What are you most proud of at SBC over the past ten years?

So I think there are two things that really stand out for me. The first is when we achieved and became the first multi-campus summer school to achieve the 15 out of 15 areas of strength in the British Council inspection. That was a very special moment that just showed the quality that we had grown in SBC, and then to be recognized by the UK’s number one summer school based on that… I think it’s something that I’m incredibly proud that we as a group achieved.

More holistically, the thing that I’m most proud of is everyone who’s worked for SBC during that time and who dedicates themselves to making the student experience so special. I think we’ve got just the most amazing family of staff, both all year round and during the summer, and they’re really the people who make these experiences for the young people who come and join them, but also for me as the person leading the organisation. The people would be the thing that I’m most proud of.

What are you excited about for this coming year?

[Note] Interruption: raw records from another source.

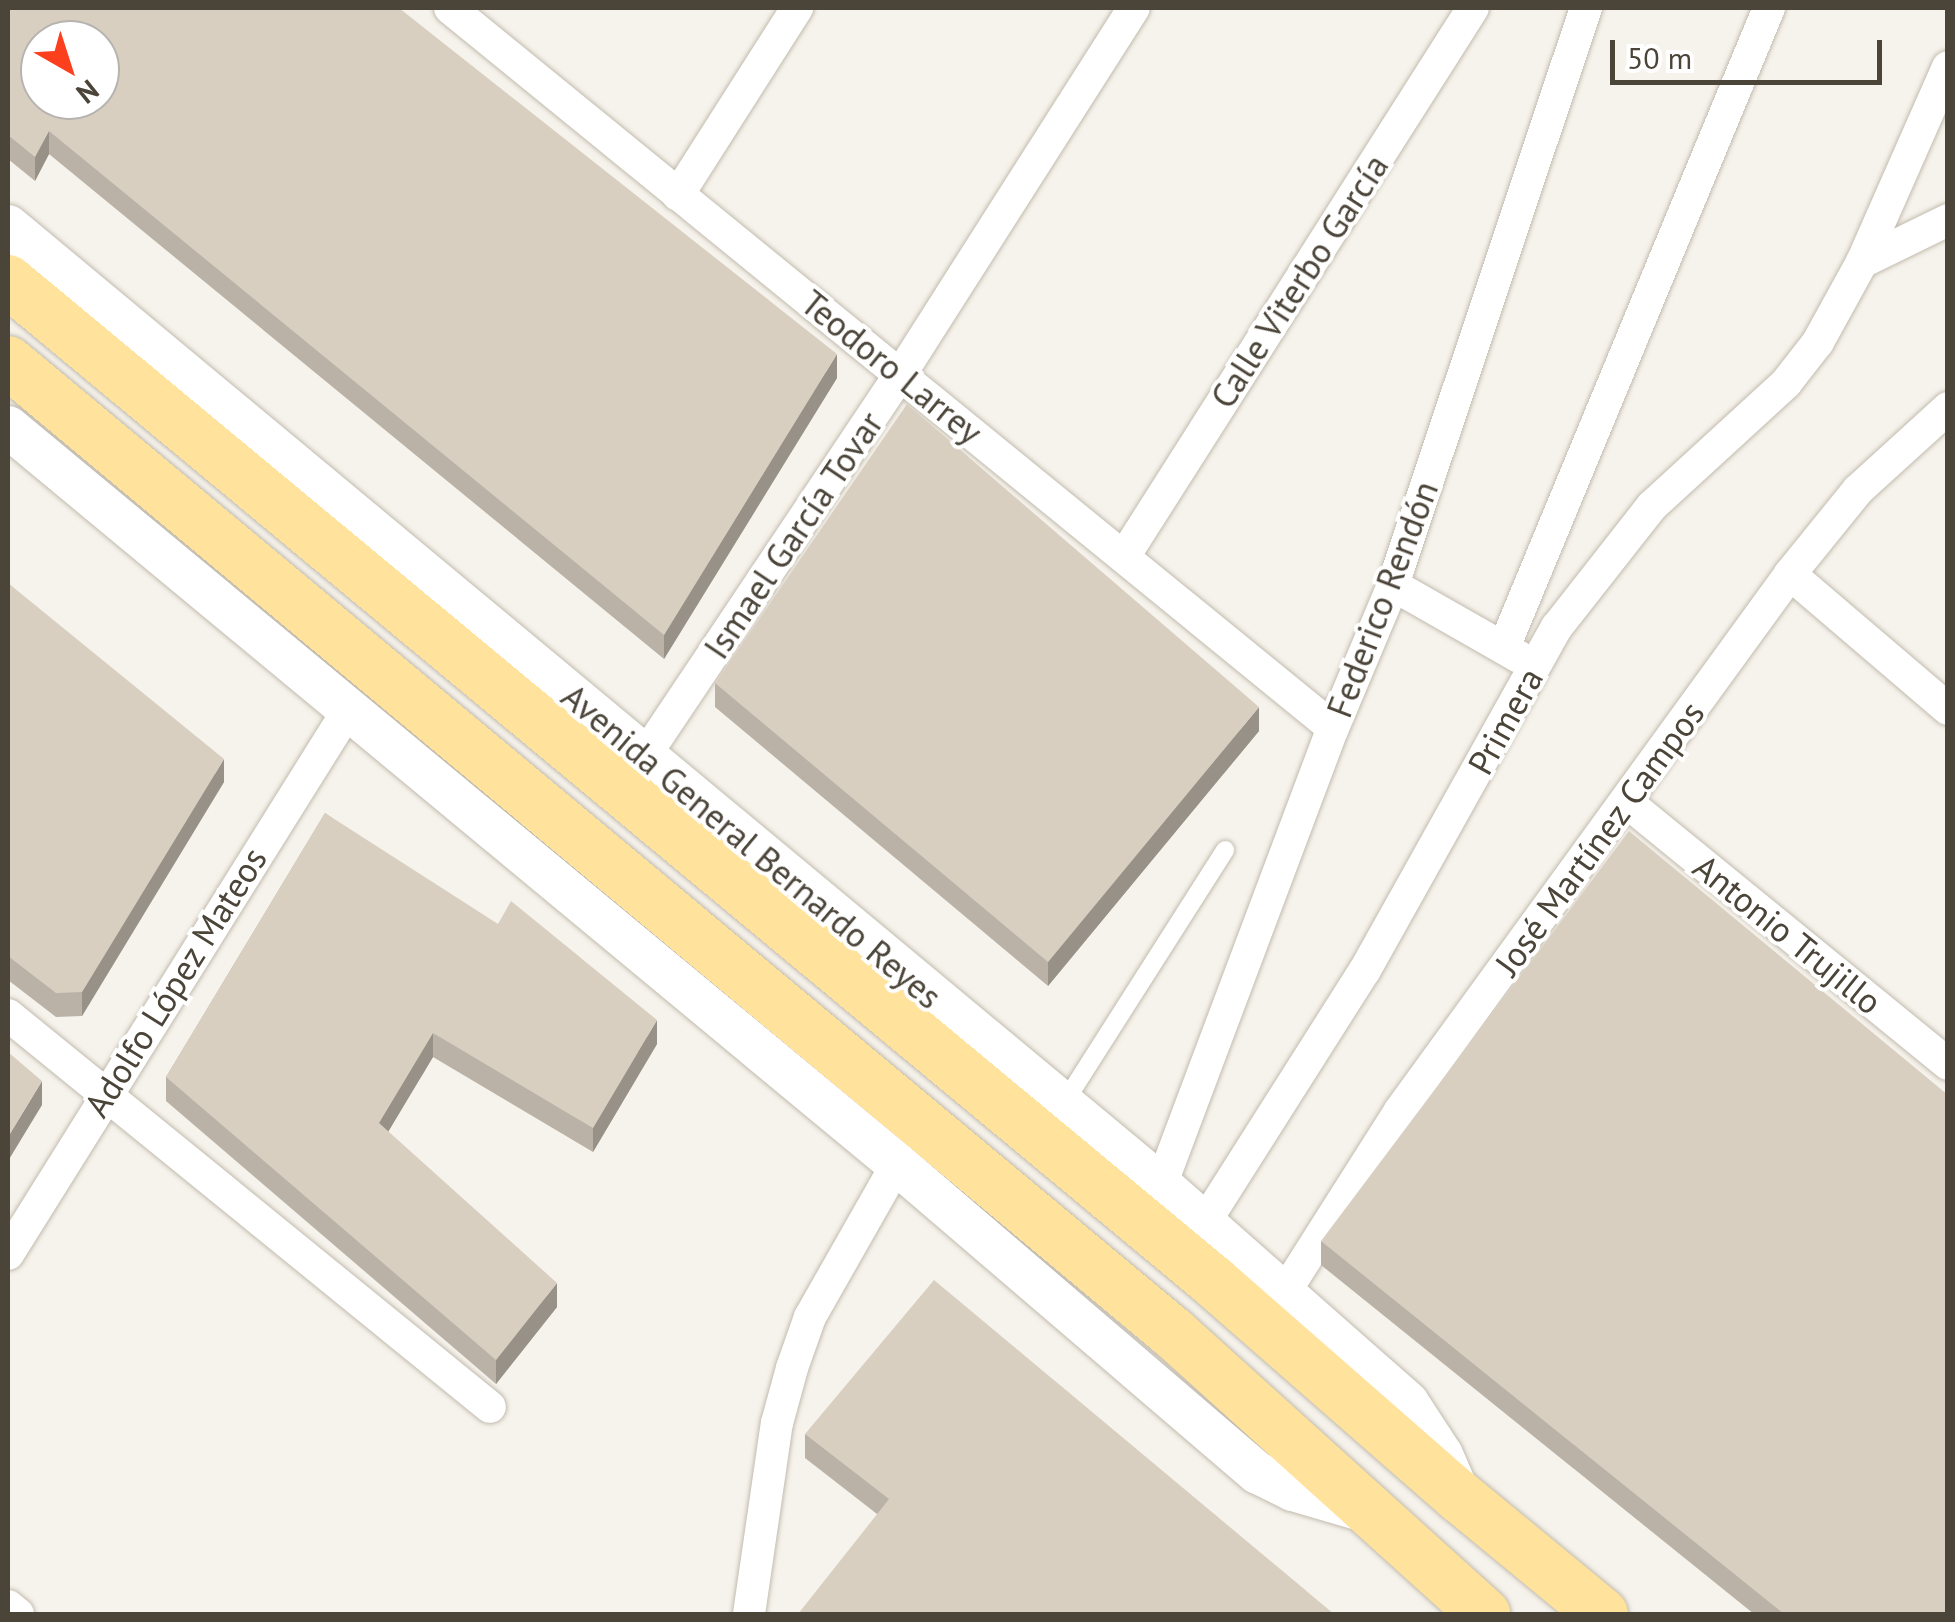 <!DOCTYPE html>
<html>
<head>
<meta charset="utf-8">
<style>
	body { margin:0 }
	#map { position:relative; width:1955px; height:1622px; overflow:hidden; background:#f6f3ec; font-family:"PT Sans",sans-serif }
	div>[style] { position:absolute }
	.roads { filter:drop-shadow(0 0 2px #c2bbae) drop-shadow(0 0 2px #c2bbae) }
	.service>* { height:18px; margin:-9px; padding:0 9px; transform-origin:9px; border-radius:9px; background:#fff }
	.minor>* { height:32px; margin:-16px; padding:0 16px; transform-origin:16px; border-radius:16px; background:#fff }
	.tertiary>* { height:42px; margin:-21px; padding:0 21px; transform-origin:21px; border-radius:21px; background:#fff }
	.primary>* { height:52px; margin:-26px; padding:0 26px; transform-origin:26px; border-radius:26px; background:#ffe39c }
	.wall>* { inset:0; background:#bab2a6 }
	.shaded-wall>* { inset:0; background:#979187 }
	.building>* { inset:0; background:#d8cfc1 }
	span { translate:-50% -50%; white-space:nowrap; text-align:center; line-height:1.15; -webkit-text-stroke:8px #fff; paint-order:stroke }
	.street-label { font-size:35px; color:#4b4439 }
	.frame { position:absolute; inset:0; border:10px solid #4b4439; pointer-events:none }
	.north { position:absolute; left:20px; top:20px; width:100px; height:100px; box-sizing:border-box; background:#fff; border:2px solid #b7b4b0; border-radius:50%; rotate:141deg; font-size:28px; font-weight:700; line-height:40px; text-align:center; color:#4b4439 }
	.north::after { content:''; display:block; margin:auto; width:35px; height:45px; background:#fc3f1d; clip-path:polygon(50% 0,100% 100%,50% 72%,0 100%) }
	.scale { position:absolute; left:1610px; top:40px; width:272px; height:45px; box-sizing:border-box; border:5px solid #4b4439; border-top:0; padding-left:12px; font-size:30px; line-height:35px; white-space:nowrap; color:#4b4439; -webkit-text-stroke:8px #fff; paint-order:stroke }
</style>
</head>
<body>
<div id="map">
	<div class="roads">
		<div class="service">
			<i style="left:1064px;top:1103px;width:300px;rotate:-57.5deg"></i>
		</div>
		<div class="minor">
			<i style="left:450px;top:8px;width:1139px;rotate:39.19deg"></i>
			<i style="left:678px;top:195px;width:222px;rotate:-57.5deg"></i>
			<i style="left:1862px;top:262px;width:96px;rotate:-26deg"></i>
			<i style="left:1125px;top:555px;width:648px;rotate:-57.54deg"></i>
			<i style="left:1790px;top:574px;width:208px;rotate:40.5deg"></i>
			<i style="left:1393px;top:585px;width:145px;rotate:29.7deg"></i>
			<i style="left:1505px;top:645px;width:690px;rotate:-67.49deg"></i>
			<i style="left:644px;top:757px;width:460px;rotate:-56.2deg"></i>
			<i style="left:900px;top:375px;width:435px;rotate:-57.5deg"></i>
			<i style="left:1628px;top:803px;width:413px;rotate:39.2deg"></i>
			<i style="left:8px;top:1015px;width:621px;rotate:39.12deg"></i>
			<i style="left:1161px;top:1185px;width:488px;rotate:-69.4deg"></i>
			<i style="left:1333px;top:728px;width:155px;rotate:-67.2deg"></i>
			<i style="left:1393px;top:585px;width:608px;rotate:-71.51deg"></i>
			<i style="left:1203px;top:1225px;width:302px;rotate:-57.6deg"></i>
			<i style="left:1365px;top:970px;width:393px;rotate:-60.8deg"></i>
			<i style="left:1557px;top:627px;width:154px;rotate:-51.9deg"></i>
			<i style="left:1652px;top:506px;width:182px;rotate:-42.5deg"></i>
			<i style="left:1786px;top:383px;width:52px;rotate:-52deg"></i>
			<i style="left:1818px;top:342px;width:91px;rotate:-61.2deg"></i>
			<i style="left:1862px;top:262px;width:213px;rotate:-66.2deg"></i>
			<i style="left:8px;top:1254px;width:639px;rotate:-57.98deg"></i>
			<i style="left:1283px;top:1295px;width:217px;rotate:-57.6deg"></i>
			<i style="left:1399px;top:1112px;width:665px;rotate:-53.99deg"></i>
			<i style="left:1790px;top:574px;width:108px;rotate:-51deg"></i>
			<i style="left:1858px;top:490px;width:122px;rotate:-42.3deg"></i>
			<i style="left:8px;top:1606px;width:13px;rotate:39deg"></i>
			<i style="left:749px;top:1614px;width:193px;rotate:-81.7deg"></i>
			<i style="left:777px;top:1423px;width:57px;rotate:-74.7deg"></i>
			<i style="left:792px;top:1368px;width:54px;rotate:-70.6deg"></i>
			<i style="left:810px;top:1317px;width:176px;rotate:-60.4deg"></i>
		</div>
		<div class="tertiary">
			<i style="left:8px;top:226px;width:1500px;rotate:39.75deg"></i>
			<i style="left:1161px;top:1185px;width:329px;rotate:41.4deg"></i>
			<i style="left:1408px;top:1403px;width:62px;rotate:56.8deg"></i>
			<i style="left:1442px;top:1455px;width:40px;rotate:66.6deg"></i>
			<i style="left:8px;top:427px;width:1155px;rotate:39.66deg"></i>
			<i style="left:897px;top:1164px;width:475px;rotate:40.6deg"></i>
			<i style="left:1258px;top:1473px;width:39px;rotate:26deg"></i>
			<i style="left:1293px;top:1490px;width:78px;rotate:16.3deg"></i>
		</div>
		<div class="primary">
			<i style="left:8px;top:281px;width:1567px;rotate:39.69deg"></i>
			<i style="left:1214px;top:1282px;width:327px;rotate:41.2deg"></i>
			<i style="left:1460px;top:1497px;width:184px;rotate:39.5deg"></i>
			<i style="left:8px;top:362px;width:1515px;rotate:39.81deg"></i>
			<i style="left:1172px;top:1332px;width:421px;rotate:42.1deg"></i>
		</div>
	</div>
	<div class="wall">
		<i style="clip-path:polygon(8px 8px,837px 378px,664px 659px,49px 154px,35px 181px,8px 159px)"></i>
		<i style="clip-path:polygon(8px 583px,224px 782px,82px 1016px,56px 1017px,8px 980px)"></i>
		<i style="clip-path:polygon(715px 683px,1259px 731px,1048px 986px,715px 707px)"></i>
		<i style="clip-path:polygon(325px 813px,657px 1044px,593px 1152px,433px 1057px,388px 1132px,557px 1307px,496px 1384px,166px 1101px,166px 1077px)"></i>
		<i style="clip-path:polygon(1321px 1241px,1948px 1614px,1754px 1614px,1321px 1265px)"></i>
		<i style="clip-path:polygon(805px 1434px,1334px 1614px,877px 1514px,805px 1458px)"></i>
	</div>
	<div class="shaded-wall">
		<i style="clip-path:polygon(49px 131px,49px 154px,35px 181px,35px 157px)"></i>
		<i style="clip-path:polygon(837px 354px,837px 378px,664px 659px,664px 635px)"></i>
		<i style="clip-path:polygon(1259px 707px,1259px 731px,1048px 986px,1048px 962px)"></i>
		<i style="clip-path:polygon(224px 759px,224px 782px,82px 1016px,82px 992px)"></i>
		<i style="clip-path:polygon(657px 1020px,657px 1044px,593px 1152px,593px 1128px)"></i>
		<i style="clip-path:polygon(433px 1033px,433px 1057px,379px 1147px,379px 1123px)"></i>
		<i style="clip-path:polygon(42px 1081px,42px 1105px,8px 1161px,8px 1137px)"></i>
		<i style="clip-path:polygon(557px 1283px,557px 1307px,496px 1384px,496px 1360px)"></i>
	</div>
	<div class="building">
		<i style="clip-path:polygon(evenodd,8px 8px,399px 8px,837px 354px,664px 635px,49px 131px,35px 157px,8px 135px,8px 8px,40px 40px,100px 40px,100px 100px,40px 100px,40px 40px)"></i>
		<i style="clip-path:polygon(907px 404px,1259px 707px,1048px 962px,715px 683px)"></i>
		<i style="clip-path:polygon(8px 583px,224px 759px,82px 992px,56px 993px,8px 956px)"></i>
		<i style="clip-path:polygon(325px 813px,498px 924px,511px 901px,657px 1020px,593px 1128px,433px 1033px,379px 1123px,557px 1283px,496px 1360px,166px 1077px)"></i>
		<i style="clip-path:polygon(1629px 831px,1948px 1095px,1948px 1614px,1784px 1614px,1321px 1241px)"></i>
		<i style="clip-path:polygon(8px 1052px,42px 1081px,8px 1137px)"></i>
		<i style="clip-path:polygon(934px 1280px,1334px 1614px,798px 1614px,889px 1499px,805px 1434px)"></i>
	</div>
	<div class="street-label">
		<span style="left:1299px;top:281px;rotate:-57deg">Calle Viterbo García</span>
		<span style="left:892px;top:367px;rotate:39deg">Teodoro Larrey</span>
		<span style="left:793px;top:535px;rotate:-56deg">Ismael García Tovar</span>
		<span style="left:1382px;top:599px;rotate:-69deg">Federico Rendón</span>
		<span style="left:1505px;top:721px;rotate:-61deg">Primera</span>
		<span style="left:1599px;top:838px;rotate:-54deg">José Martínez Campos</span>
		<span style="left:752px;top:846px;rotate:40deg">Avenida General Bernardo Reyes</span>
		<span style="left:1788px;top:934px;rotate:39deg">Antonio Trujillo</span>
		<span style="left:175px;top:982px;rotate:-58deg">Adolfo López Mateos</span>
	</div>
	<div class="frame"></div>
	<div class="north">N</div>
	<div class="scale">50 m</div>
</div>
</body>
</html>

I think I’m really excited that this is sort of the first year post-COVID where I think we’ll be running with kids being back in a normal environment. The travel restrictions are all gone now, which is great. And I think having people come having had a whole year of living much more normal lives will make such a big difference. I think it’s really exciting coming into the courses that the young people are just going to be able to be young people again and have a truly great experience. What I’m really excited about is having even more nationalities on campus this year. We still had students from 100 different countries last year, and that number will be even higher this year as restrictions ease in some places and everyone can freely travel again.